DoC technical advisor Keith Briden said about 6 percent of New Zealand was affected by wilding pines - a problem expected to treble within about 20 years that problem will be three times as bad and up to 20 percent of the New Zealand land area will be affected."
The trees can have up to 17,000 viable seeds and are capable of spreading 20km.
Mr Briden said some of New Zealand's most famous tourist landscapes would be completely transformed into wilding pine forests if action was not taken. Once they took hold, they were expensive to eradicate so it was far better to control them when they were small trees, before they started seeding.
The pines made a nice Christmas tree but people needed to think about taking and disposing of them, he said.
"What we don't want is people taking those trees off the site, putting them on their roof racks or on their trailers and then carting those trees round. It only takes a few seeds to come out and form a new infestation.
"And the other thing we don't want them to do is when they finish with their Christmas trees, at the end of the season, is to take them out into the countryside or onto a DoC reserve and dump them."
Community groups fight back
In Queenstown, the Wakatipu Wilding Conifer Control Group works hard to try and control the spread of wilding pines. The community group is running an adopt-a-plot programme for people to adopt a bit of land and then clear it of any rogue trees.
Group chairman Peter Willsman said they actually encouraged people to take wildings as Christmas trees as a way of getting rid of them.
"There just so many thousands and thousands of wilding trees around this area that the more people take for Christmas trees, the better."
But he said he did not believe the ones taken for Christmas posed a risk.
"They would have to be very big to seed, and certainly if they were seeding we wouldn't want them to dump them anywhere, no. But seeding is from cones and you'd have to have quite a large tree to have cones on Douglas fir or most of the pinus species."
Toby Regan sells Christmas trees in Wellington's Aro Valley as part of fund raising for the local school, pre-school and community centre, where they offer an environmentally friendly disposal service for tree buyers.
"We have a recycling service so we'll get people to drop their trees off back to us and we'll mulch it, and give them back the mulch afterwards for their gardens - so that's one way of minimising the possible wilding trees growing."
'Useless trees'
The Ministry for Primary Industries takes a leading role in co-ordinating the fight against wilding pines in terms of pest management. Last year, it released a national strategy to deal with the pines.
The manager of its long-term management group, John Sanson, said public awareness was crucial.
"A lot of people will be driving around over the country over the summer holidays, and perhaps a lot of people would look out the car window and see some trees out on the landscape - and perhaps nor appreciate that in some cases those trees are wilding spread conifers.
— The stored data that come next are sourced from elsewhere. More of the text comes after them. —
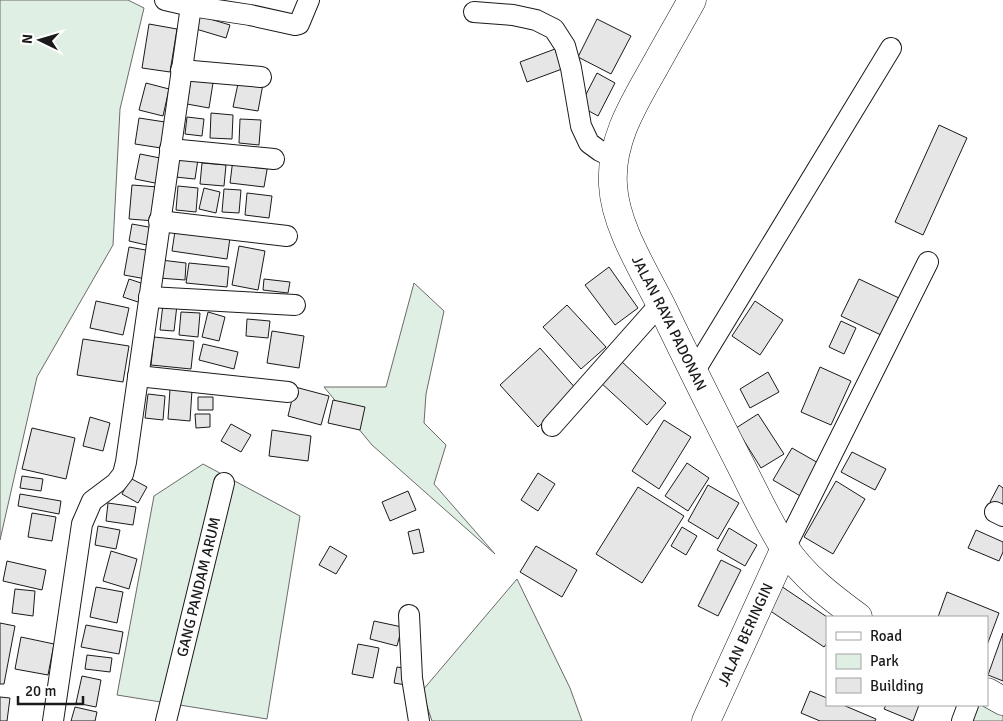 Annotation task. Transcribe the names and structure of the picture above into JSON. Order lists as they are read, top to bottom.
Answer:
{
  "streets": {
    "main road": ["JALAN RAYA PADONAN", "JALAN BERINGIN"],
    "street": ["GANG PANDAM ARUM"]
  },
  "crossings": [
    ["JALAN RAYA PADONAN", "JALAN BERINGIN"]
  ],
  "legend": ["Road", "Park", "Building"],
  "scale_bar": "20 m",
  "north": "left"
} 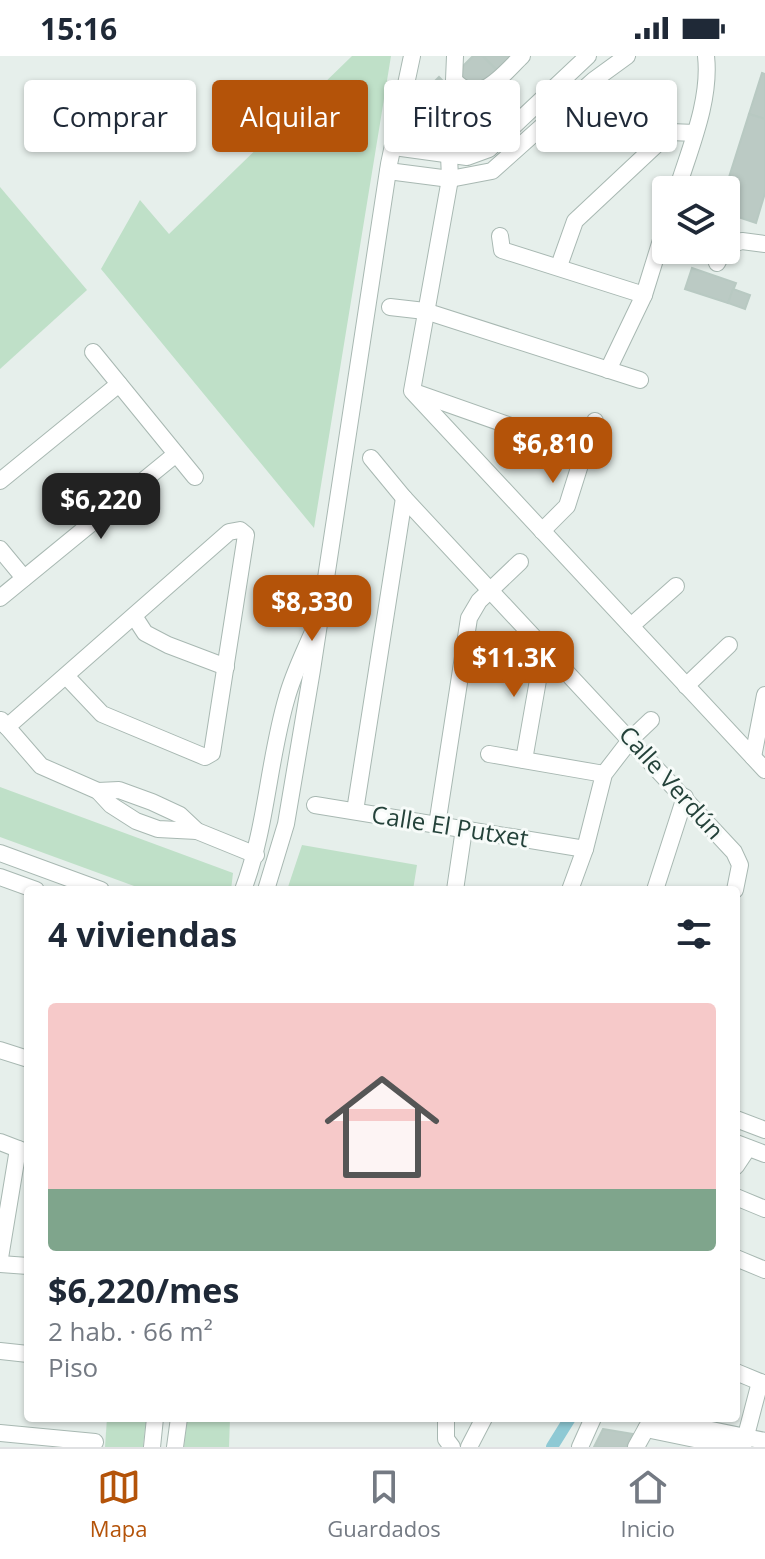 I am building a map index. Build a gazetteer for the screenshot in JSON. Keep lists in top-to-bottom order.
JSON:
{
  "streets": {
    "street": ["Calle Verdún", "Calle El Putxet"]
  },
  "page": {
    "status": "15:16",
    "chip": [
      "Comprar",
      "Alquilar",
      "Filtros",
      "Nuevo"
    ],
    "price": [
      "$6,810",
      "$6,220",
      "$8,330",
      "$11.3K"
    ],
    "heading": "4 viviendas",
    "list": [
      {
        "name": "$6,220/mes",
        "note": "2 hab. · 66 m² · Piso"
      }
    ],
    "tabs": ["Mapa", "Guardados", "Inicio"]
  }
}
"[They] might just be a few trees dotted across the landscape now but if we don't do something to remove those, in a few years they'll start to seed and, ultimately, in a decade or two become a very substantial forest of useless trees."
Mr Sanson said people needed to consider how they could become part of the fight against wilding pines.
Meanwhile, DoC has urged people getting rid of their Christmas trees to either take them to a landfill or cut them up and put them in their green bins.